992264 - Assertion failure: (ss->adjustDataSize(compressedLength)), at jsscript.cpp

Status: RESOLVED DUPLICATE of bug 993965

(Core :: JavaScript Engine, defect)

Description

[Hannes Verschore [:h4writer]]

js -e oomAfterAllocations\(73\) -f ./tests/shell.js -f ./tests/js1_7/geniter/shell.js -f ./tests/js1_7/geniter/regress-349331.js

Assertion failure: (ss->adjustDataSize(compressedLength)), at /home/h4writer/Build/mozilla-inbound/js/src/jsscript.cpp:1693

Program received signal SIGSEGV, Segmentation fault.
[Switching to Thread 0xb59fdb40 (LWP 10424)]
0x08495f23 in js::SourceCompressionTask::work (this=0xbfffda34) at /home/h4writer/Build/mozilla-inbound/js/src/jsscript.cpp:1693
1693            JS_ALWAYS_TRUE(ss->adjustDataSize(compressedLength));

ss->compressedLength_ before was 0
compressedLength is 9307

In https://hg.mozilla.org/integration/mozilla-inbound/rev/1c27fd77dbaa this path was adjusted, with the comment "// Shrink the buffer to the size of the compressed data. Shouldn't fail.". Apparently we also hit this case for increasing the buffer size.
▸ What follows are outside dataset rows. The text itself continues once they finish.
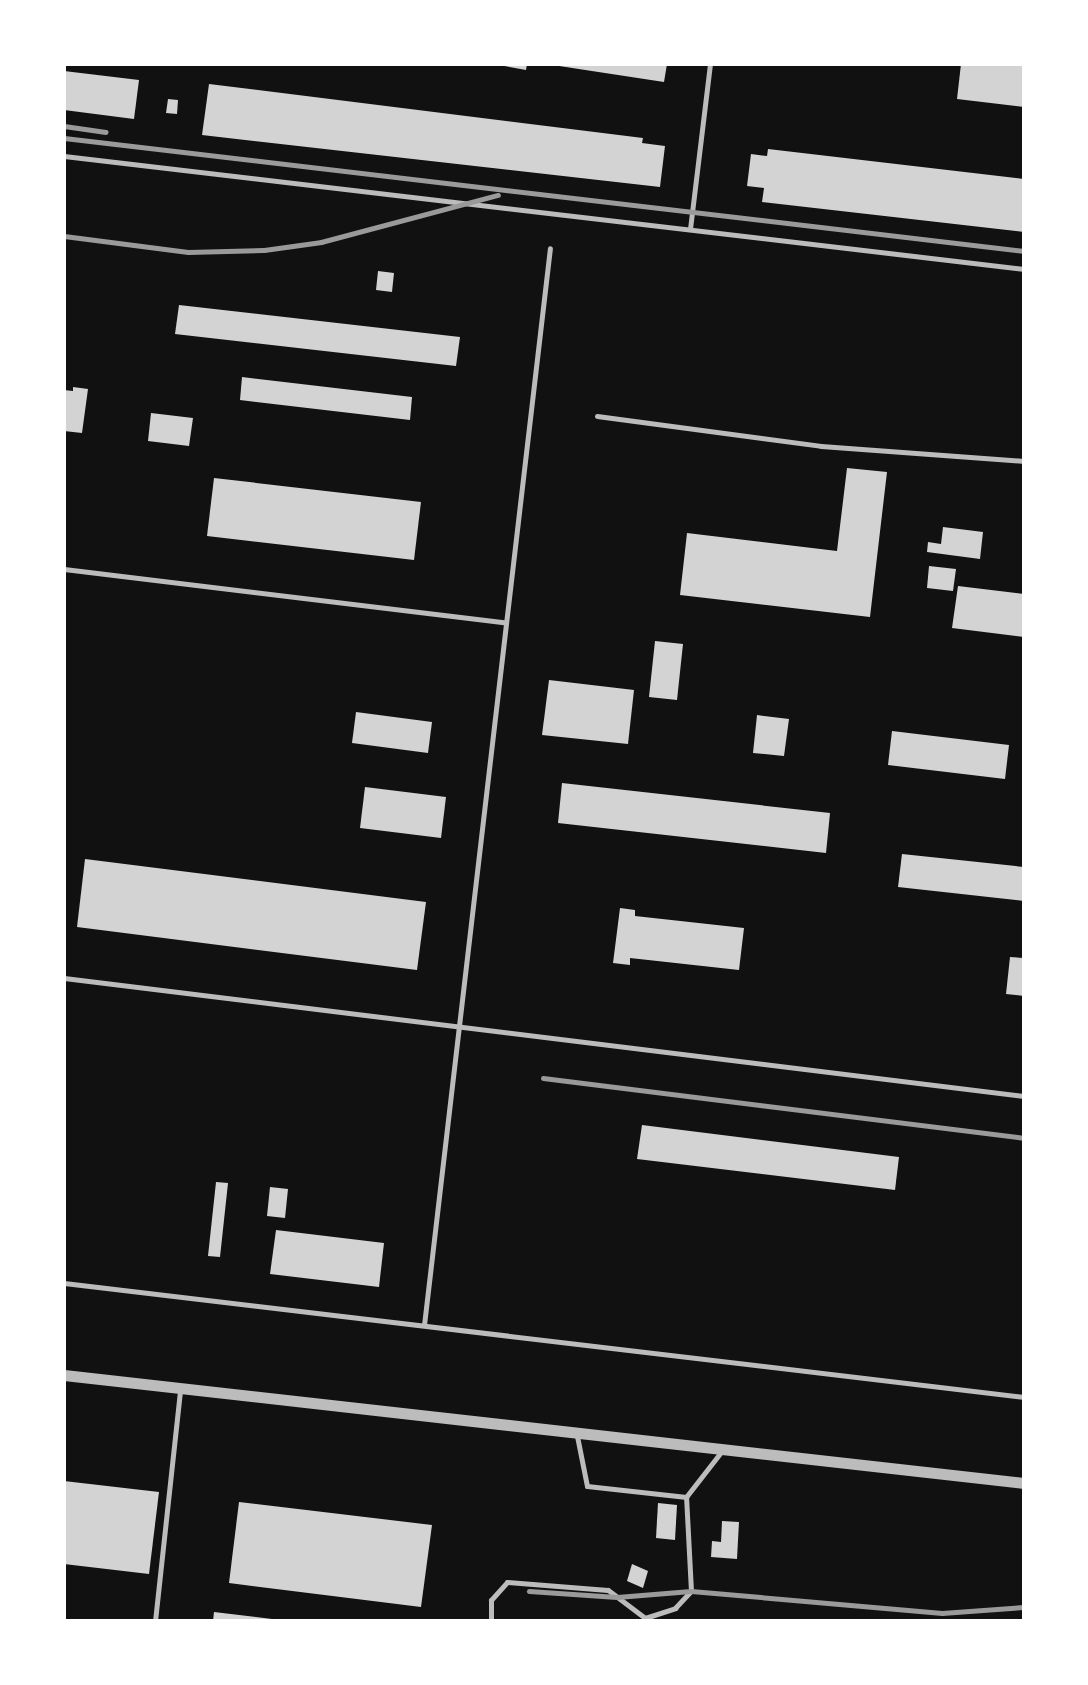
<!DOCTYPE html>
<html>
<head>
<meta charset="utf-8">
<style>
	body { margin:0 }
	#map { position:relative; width:1088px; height:1685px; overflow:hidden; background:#111; font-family:"Noto Sans",sans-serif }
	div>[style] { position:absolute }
	.building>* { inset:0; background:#d3d3d3 }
	.service>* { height:5px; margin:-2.5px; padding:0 2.5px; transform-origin:2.5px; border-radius:2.5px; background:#bcbcbc }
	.tertiary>* { height:11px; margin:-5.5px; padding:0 5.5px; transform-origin:5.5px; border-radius:5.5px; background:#bcbcbc }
	.rail>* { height:5px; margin:-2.5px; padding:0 2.5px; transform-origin:2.5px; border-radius:2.5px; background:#9a9a9a }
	span { translate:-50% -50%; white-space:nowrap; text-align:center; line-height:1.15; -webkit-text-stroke:7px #fff; paint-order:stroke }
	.frame { position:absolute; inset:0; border:66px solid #fff; pointer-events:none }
</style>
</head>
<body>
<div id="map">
	<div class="building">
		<i style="clip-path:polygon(493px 64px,527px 64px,526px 70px)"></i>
		<i style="clip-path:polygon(546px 64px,667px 64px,664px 82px)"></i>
		<i style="clip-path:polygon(961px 64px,1024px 64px,1024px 107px,957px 99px)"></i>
		<i style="clip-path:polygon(64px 71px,139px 80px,134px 119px,64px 110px)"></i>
		<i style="clip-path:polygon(209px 84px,643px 138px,642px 143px,665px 146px,660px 187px,202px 135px)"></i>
		<i style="clip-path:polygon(168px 99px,178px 100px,177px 114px,166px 113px)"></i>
		<i style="clip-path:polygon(768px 149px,1024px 179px,1024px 232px,762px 202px,764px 188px,747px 186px,751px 154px,767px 156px)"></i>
		<i style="clip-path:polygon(378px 271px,394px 273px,392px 292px,376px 290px)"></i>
		<i style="clip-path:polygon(179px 305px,460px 337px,456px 366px,175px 334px)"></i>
		<i style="clip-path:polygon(242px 377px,412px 397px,410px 420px,240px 400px)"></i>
		<i style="clip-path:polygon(73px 387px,88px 389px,82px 433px,64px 431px,64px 390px,73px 391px)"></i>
		<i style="clip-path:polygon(151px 413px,193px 418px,189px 446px,148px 441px)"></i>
		<i style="clip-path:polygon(847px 468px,887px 472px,870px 617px,680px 595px,687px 533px,837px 551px)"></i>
		<i style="clip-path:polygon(214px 478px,421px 502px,414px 560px,207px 536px)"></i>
		<i style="clip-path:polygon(943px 527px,983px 532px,980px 559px,927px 552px,928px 542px,941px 544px)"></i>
		<i style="clip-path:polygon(929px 566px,956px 569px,953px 591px,927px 588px)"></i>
		<i style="clip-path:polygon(958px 586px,1024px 594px,1024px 637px,952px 628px)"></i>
		<i style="clip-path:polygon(655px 641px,683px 644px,677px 700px,649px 697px)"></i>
		<i style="clip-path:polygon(549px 680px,634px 690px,628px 744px,542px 735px)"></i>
		<i style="clip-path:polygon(356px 712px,432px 722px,428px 753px,352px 743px)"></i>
		<i style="clip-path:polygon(757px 715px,789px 719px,784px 756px,753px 753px)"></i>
		<i style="clip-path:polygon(892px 731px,1009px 745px,1005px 779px,888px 765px)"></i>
		<i style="clip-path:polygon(562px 783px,830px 813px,826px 853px,558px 823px)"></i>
		<i style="clip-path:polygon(365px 787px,446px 797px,441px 838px,360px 828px)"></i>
		<i style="clip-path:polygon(902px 854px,1024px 867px,1024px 901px,898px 887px)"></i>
		<i style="clip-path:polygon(85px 859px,426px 902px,417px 970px,77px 927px)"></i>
		<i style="clip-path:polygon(620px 908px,635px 910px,635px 916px,744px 928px,739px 970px,630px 958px,630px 965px,613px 963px)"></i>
		<i style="clip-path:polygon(1010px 957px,1024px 958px,1024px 996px,1006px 994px)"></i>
		<i style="clip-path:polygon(642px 1125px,899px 1157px,895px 1190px,637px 1159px)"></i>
		<i style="clip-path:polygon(216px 1182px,228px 1183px,220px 1257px,208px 1256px)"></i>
		<i style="clip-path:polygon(270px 1187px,288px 1189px,285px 1218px,267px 1216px)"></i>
		<i style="clip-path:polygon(276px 1230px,384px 1243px,379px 1287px,270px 1274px)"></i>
		<i style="clip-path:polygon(64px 1481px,159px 1492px,149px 1574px,64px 1564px)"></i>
		<i style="clip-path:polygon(239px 1502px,432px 1525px,421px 1607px,229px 1583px)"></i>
		<i style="clip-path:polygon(658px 1503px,677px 1505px,675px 1540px,656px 1538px)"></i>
		<i style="clip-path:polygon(722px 1521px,739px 1522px,737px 1559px,711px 1557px,712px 1541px,721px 1542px)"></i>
		<i style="clip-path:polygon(632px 1564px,648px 1571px,643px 1588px,627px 1581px)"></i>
		<i style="clip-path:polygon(214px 1612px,272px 1619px,272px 1621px,213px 1621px)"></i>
	</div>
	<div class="service">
		<i style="left:64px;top:156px;width:967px;rotate:6.71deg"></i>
		<i style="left:690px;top:229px;width:166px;rotate:-83.1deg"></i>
		<i style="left:597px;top:416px;width:226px;rotate:7.6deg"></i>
		<i style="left:821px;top:446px;width:204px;rotate:4.2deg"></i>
		<i style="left:64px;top:569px;width:443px;rotate:6.9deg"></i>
		<i style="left:64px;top:978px;width:967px;rotate:7.01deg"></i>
		<i style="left:64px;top:1283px;width:967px;rotate:6.77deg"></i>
		<i style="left:424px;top:1325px;width:1084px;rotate:-83.33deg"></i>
		<i style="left:577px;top:1436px;width:51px;rotate:78.7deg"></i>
		<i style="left:587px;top:1486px;width:100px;rotate:6.3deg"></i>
		<i style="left:686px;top:1497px;width:57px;rotate:-52.1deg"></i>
		<i style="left:155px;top:1621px;width:232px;rotate:-83.8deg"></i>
		<i style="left:491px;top:1621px;width:21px;rotate:-90deg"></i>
		<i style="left:491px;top:1600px;width:24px;rotate:-48deg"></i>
		<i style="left:507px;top:1582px;width:101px;rotate:4.5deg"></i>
		<i style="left:608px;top:1590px;width:46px;rotate:37.1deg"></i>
		<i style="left:645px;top:1618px;width:32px;rotate:-18deg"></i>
		<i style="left:675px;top:1608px;width:23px;rotate:-47deg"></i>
		<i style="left:691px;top:1591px;width:94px;rotate:-93deg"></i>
	</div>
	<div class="tertiary">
		<i style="left:64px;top:1375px;width:966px;rotate:6.42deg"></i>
	</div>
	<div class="rail">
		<i style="left:64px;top:126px;width:42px;rotate:8.1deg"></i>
		<i style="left:64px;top:138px;width:967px;rotate:6.71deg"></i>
		<i style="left:64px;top:236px;width:125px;rotate:7.4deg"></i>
		<i style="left:188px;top:252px;width:76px;rotate:-1.5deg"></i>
		<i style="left:264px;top:250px;width:58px;rotate:-8deg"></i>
		<i style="left:321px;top:242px;width:183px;rotate:-14.9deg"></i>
		<i style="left:543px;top:1078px;width:485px;rotate:7.1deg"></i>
		<i style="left:529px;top:1591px;width:88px;rotate:3.9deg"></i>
		<i style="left:617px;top:1597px;width:74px;rotate:-4.6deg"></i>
		<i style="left:691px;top:1591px;width:252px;rotate:5deg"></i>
		<i style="left:942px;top:1613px;width:82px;rotate:-4.2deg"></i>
	</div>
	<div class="frame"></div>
</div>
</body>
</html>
And we are failing here!

Comment 1

[Hannes Verschore [:h4writer]]

Adding Benjamin since he removed the relevant memory check.

Comment 2

[:Benjamin Peterson]

Clearly if you force the allocation to fail, it won't be true that it never fails. :) I don't think the buffer size is actually increasing. ss->compressedLength_ just isn't set yet.